Well, Hitchcock, I'm seeing him through Peggy's eyes, and she's someone who rolls her eyes at him and knows every little idiosyncratic quirk, so I don't think she's taken by what seems to be quite a domineering, controlling, moody, insecure man.

And she also seems aware of his weaknesses.
Yeah, but she's also incredibly protective. So I think she's aware of the flaws and the greatness, and takes it all in her stride.

Having worked with him for so long, do you believe Peggy shared Hitch's sense of macabre humor or just understood it?
I think she probably oscillated between the two, but I don't think any of them really, initially were supportive of his idea to adapt Psycho into a film. I think they were shocked and thought it may have been a folly until they realized how obsessed he was. And then you get on the train because that's the job. I think they were all aware of him as a whole person and that's why they were so—um—easy in a way.

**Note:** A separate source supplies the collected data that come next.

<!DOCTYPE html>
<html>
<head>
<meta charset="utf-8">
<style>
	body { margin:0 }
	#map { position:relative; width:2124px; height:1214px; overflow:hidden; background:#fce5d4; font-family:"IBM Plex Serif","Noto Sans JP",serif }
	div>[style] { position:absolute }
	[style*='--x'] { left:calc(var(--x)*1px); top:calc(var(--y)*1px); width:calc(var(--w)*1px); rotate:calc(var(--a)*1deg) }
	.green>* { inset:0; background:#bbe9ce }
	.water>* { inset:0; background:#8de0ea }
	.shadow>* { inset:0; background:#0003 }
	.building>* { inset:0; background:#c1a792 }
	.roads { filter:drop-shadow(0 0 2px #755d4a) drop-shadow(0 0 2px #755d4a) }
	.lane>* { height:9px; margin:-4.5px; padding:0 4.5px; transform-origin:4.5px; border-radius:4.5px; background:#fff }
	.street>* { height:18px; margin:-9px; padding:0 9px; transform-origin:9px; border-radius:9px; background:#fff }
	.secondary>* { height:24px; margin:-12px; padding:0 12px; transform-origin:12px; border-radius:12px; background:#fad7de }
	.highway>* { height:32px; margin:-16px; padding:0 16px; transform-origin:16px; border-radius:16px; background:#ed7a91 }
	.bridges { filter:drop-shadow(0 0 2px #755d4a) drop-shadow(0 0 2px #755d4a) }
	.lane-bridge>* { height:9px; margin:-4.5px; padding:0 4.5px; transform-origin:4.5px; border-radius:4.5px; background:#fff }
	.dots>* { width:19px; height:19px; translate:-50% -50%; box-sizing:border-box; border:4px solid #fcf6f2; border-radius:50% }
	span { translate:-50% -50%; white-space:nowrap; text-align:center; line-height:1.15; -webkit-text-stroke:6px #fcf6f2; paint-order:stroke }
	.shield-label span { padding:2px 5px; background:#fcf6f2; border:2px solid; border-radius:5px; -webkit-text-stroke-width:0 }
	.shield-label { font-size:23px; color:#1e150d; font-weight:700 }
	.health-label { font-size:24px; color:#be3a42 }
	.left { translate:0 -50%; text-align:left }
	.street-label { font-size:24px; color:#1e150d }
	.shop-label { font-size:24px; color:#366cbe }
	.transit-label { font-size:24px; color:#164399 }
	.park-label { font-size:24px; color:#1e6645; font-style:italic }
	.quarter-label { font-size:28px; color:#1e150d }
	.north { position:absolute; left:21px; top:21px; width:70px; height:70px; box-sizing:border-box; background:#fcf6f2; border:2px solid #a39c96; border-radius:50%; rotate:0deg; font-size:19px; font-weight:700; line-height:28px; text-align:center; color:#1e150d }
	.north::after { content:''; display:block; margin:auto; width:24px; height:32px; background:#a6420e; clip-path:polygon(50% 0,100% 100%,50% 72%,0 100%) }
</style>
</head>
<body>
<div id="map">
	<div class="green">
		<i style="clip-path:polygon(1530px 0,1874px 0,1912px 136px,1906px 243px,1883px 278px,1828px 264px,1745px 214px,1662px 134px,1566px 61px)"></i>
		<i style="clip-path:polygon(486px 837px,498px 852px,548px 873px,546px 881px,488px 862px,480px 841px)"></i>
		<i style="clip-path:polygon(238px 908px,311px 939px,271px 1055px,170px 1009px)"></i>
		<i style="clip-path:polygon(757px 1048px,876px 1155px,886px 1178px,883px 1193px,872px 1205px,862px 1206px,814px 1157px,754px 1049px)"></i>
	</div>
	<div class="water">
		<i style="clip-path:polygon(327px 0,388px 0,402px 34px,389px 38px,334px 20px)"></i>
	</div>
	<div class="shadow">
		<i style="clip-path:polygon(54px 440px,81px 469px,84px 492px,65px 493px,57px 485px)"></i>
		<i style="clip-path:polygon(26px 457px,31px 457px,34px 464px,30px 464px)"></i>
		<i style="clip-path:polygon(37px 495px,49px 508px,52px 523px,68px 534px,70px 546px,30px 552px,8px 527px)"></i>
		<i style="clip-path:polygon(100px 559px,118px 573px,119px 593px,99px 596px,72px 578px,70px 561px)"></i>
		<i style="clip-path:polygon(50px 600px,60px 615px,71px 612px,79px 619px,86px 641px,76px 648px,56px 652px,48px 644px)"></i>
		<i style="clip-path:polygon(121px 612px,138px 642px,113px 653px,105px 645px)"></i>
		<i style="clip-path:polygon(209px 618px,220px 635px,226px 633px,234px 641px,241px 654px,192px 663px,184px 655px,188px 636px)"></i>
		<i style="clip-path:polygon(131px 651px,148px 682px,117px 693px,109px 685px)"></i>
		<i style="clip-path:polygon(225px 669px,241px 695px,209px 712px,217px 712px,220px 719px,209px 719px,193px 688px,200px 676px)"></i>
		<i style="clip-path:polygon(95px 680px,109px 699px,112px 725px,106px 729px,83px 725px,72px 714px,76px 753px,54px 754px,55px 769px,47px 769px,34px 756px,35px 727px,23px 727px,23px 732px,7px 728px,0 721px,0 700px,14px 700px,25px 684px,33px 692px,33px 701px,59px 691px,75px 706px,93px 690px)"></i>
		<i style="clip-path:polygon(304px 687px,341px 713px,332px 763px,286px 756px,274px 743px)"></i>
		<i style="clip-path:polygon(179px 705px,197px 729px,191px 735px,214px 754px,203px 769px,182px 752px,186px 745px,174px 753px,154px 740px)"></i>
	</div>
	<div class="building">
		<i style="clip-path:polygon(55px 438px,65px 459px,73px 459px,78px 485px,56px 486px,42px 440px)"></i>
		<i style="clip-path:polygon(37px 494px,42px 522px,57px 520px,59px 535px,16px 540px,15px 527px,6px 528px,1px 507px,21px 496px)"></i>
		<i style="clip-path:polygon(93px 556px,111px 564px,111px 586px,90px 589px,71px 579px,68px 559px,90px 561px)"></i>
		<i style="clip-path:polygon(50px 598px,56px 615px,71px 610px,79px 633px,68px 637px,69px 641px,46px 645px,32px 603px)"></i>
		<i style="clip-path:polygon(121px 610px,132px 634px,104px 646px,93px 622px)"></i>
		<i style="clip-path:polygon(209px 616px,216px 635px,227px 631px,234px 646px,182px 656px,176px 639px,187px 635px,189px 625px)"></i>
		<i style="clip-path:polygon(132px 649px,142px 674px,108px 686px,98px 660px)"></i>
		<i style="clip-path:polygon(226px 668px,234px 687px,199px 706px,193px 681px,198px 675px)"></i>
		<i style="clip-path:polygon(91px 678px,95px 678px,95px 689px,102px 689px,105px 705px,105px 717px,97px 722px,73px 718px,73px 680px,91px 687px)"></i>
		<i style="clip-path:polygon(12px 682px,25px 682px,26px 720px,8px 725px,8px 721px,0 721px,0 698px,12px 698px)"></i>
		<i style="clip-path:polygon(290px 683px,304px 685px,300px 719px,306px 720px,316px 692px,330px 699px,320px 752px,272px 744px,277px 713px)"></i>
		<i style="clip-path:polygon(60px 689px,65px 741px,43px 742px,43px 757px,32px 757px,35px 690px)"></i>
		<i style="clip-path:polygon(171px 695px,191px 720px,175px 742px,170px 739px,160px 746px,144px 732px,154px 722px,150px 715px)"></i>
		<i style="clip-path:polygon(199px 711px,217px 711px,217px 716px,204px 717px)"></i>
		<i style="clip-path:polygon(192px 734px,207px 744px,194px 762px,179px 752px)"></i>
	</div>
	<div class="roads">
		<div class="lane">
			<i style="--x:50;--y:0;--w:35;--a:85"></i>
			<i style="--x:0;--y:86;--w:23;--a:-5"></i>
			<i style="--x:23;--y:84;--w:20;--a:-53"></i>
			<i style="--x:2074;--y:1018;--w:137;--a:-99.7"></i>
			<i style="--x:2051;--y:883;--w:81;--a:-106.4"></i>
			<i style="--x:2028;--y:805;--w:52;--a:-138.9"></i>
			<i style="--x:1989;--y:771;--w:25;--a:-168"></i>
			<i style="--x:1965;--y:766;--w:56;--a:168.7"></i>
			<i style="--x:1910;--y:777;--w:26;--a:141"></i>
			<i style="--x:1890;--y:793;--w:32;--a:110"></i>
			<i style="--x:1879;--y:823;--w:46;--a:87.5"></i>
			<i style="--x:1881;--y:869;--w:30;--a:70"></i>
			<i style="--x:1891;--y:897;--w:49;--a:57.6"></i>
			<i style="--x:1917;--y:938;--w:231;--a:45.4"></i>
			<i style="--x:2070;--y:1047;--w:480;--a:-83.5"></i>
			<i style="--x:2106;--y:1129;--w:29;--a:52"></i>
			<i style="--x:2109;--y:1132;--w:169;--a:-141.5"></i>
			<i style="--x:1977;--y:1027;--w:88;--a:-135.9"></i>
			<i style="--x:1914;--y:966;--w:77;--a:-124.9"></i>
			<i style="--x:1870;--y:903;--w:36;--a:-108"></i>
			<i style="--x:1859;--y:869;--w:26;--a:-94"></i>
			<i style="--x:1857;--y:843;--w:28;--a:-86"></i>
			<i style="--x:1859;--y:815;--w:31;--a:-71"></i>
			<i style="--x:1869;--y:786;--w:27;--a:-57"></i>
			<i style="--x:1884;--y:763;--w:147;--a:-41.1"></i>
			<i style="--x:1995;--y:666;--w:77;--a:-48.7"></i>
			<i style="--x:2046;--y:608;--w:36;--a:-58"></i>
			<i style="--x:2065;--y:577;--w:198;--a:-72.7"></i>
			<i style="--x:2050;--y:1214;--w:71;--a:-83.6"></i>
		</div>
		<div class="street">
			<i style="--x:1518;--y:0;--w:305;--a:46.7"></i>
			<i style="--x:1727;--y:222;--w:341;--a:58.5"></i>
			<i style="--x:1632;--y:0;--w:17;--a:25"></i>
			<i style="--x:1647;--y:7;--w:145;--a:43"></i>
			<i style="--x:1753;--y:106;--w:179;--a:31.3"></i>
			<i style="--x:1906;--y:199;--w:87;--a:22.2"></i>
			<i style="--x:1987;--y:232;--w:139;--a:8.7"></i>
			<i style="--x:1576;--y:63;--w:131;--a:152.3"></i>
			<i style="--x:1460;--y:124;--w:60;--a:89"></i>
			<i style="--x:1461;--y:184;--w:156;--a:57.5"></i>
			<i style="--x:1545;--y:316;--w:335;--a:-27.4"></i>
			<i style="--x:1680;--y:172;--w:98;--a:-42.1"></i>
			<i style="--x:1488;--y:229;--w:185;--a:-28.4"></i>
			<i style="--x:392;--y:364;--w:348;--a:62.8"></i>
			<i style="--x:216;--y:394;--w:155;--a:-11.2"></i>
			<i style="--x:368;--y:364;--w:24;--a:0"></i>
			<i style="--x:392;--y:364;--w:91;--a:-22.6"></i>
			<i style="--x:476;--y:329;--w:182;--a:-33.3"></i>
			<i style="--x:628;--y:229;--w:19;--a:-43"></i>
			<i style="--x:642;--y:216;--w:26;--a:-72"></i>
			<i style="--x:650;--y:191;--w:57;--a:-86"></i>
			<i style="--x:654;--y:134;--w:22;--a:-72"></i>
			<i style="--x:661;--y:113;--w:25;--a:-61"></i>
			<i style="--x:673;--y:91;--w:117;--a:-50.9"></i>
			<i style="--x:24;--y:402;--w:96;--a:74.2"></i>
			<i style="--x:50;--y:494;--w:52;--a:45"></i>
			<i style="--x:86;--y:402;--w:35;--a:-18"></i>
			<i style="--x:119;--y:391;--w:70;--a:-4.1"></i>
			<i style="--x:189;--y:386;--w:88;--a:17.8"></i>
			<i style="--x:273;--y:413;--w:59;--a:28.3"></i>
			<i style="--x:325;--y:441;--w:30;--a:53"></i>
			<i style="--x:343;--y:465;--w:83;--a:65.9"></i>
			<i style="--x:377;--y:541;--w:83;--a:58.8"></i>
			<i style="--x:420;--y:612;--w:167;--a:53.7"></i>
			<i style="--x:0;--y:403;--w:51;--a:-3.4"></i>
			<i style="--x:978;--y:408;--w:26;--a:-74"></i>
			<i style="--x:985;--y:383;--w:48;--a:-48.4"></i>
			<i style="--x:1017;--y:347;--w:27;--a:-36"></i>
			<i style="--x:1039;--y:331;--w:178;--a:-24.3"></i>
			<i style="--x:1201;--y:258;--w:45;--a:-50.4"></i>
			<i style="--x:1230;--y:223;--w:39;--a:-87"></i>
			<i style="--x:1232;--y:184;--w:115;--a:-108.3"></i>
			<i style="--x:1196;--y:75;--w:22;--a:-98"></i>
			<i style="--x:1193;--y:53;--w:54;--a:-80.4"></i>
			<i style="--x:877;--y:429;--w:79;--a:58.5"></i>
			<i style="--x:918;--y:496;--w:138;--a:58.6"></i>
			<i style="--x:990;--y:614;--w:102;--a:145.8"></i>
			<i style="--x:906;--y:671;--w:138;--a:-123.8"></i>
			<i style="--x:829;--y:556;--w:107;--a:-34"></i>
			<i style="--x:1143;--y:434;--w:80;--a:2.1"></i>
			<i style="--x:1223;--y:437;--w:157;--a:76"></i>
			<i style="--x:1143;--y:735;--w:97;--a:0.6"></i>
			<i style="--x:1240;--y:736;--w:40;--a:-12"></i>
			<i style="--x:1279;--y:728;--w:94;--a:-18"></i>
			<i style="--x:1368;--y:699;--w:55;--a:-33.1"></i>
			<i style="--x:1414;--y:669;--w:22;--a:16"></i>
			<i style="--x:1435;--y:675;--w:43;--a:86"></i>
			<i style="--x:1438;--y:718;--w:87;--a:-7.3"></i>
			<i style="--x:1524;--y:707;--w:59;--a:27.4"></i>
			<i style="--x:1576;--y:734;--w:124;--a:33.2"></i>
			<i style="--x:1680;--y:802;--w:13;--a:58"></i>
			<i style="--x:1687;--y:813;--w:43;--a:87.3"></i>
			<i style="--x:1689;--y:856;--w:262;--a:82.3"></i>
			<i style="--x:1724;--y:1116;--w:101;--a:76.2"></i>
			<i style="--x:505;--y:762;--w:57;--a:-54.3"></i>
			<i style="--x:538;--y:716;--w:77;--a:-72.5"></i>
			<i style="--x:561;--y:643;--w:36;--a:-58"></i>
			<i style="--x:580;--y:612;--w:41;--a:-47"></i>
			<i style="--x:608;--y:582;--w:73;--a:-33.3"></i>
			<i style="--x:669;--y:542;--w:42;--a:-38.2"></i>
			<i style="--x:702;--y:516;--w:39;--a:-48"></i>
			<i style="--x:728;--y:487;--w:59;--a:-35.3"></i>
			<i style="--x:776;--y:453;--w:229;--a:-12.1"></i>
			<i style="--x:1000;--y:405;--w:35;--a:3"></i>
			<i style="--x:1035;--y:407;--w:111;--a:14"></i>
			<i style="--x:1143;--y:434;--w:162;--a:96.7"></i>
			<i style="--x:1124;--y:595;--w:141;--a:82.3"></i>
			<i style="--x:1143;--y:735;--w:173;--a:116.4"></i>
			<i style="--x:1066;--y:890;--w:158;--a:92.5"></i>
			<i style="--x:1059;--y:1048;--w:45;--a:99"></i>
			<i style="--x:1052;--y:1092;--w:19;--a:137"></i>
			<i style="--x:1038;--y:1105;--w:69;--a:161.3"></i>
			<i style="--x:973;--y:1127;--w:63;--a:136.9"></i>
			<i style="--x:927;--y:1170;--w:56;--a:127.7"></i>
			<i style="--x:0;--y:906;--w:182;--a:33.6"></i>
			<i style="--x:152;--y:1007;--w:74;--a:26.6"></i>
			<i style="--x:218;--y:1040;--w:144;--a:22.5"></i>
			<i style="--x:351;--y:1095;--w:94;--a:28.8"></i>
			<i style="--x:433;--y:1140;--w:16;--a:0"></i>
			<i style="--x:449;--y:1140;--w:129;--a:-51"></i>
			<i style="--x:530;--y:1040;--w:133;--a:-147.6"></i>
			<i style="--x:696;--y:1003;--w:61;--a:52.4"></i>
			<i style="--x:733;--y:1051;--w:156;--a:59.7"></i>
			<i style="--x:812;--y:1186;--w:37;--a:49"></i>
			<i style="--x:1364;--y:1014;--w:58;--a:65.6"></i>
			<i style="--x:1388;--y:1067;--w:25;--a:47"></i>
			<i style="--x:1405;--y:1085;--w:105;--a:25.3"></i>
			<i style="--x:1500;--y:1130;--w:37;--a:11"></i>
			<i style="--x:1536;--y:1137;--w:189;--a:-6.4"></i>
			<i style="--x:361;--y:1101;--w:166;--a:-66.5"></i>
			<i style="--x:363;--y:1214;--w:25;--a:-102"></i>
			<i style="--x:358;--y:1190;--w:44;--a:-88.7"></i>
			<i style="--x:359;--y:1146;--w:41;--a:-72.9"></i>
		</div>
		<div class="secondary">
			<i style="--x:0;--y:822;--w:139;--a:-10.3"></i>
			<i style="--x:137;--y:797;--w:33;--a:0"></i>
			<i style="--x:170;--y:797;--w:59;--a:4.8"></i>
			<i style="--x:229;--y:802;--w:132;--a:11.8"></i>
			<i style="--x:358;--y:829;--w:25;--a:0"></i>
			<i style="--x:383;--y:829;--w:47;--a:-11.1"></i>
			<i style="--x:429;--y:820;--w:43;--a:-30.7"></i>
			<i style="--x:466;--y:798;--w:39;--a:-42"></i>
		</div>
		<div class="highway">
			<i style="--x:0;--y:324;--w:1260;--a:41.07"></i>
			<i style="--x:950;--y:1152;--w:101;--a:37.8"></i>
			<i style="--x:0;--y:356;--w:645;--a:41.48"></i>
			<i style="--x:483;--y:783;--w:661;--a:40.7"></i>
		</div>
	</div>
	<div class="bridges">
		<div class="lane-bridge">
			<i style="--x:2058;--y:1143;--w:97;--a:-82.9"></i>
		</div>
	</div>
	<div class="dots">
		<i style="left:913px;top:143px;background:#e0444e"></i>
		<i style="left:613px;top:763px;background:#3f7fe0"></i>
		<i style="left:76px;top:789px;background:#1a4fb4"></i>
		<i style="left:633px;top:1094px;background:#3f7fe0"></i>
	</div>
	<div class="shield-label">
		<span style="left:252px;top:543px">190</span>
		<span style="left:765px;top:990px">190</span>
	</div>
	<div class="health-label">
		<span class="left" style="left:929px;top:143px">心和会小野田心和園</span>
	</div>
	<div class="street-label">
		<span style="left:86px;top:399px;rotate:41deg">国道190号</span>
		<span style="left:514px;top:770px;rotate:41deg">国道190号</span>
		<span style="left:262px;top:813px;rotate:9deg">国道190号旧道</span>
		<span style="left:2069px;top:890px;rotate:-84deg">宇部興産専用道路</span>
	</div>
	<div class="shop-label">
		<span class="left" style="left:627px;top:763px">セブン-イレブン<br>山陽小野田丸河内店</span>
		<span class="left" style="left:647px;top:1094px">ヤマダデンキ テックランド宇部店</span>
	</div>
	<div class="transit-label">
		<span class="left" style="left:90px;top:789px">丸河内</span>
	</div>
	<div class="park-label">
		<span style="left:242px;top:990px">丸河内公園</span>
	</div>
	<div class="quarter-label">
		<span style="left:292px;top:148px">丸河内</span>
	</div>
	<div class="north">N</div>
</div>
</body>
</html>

What was your first exposure to Hitchcock?
I think I was aware of the shower scene [from Psycho]. In terms of pop culture it's such a known kind of image and the music is also very familiar. So perhaps as a teenager? I remember doing this kind of thing [gesturing iconic stabbing motion, then laughs warmly.] Then throughout my life I've kind of taken his films in. Yeah, it's interesting with Psycho, because—obviously making the film I watched it again—and I found Tony Perkins performance—and other people disagree—but I found it really, really contemporary. I mean, it could have been in a film now. But they are all so—I love how stylized they are, and how beautiful they are to look at. And Hitch was kind of a rebel, kind of a rock star. Even the way he promoted his movies, he just thought outside the box and that's always inspirational.

Do you have a favorite Hitchcock movie?
I love the voyeurism of Rear Window.

Do you remember the first time you saw Psycho?
I can't remember when it was. It might have been in my early twenties—I don't know if I was in my teens or twenties—life is chugging along! My memory is going to shit.

I think it's hard to pick out that movie, like I can't remember a time before I knew the ending, and I don't remember the first time I saw the movie. But I watched it again yesterday and was shocked at how differently I saw it.
How you remembered it to how you see it now?

Well, also how I experienced it. Like you said about Anthony Perkins, I feel if that movie had come out now, there'd be tumblr pages dedicated to how dreamy he is.
Yeah yeah yeah, totally.

Which makes it even more disturbing.
I agree I think the fact that somebody can be so monstrous and so fragile; it was a really great performance. It was good casting I guess. I don't know how involved Hitch was as a director, where he says, "I don't know, you do it." So I don't know how much of it was the actor and how much was the script. I mean, you never know do you. It's always a combination.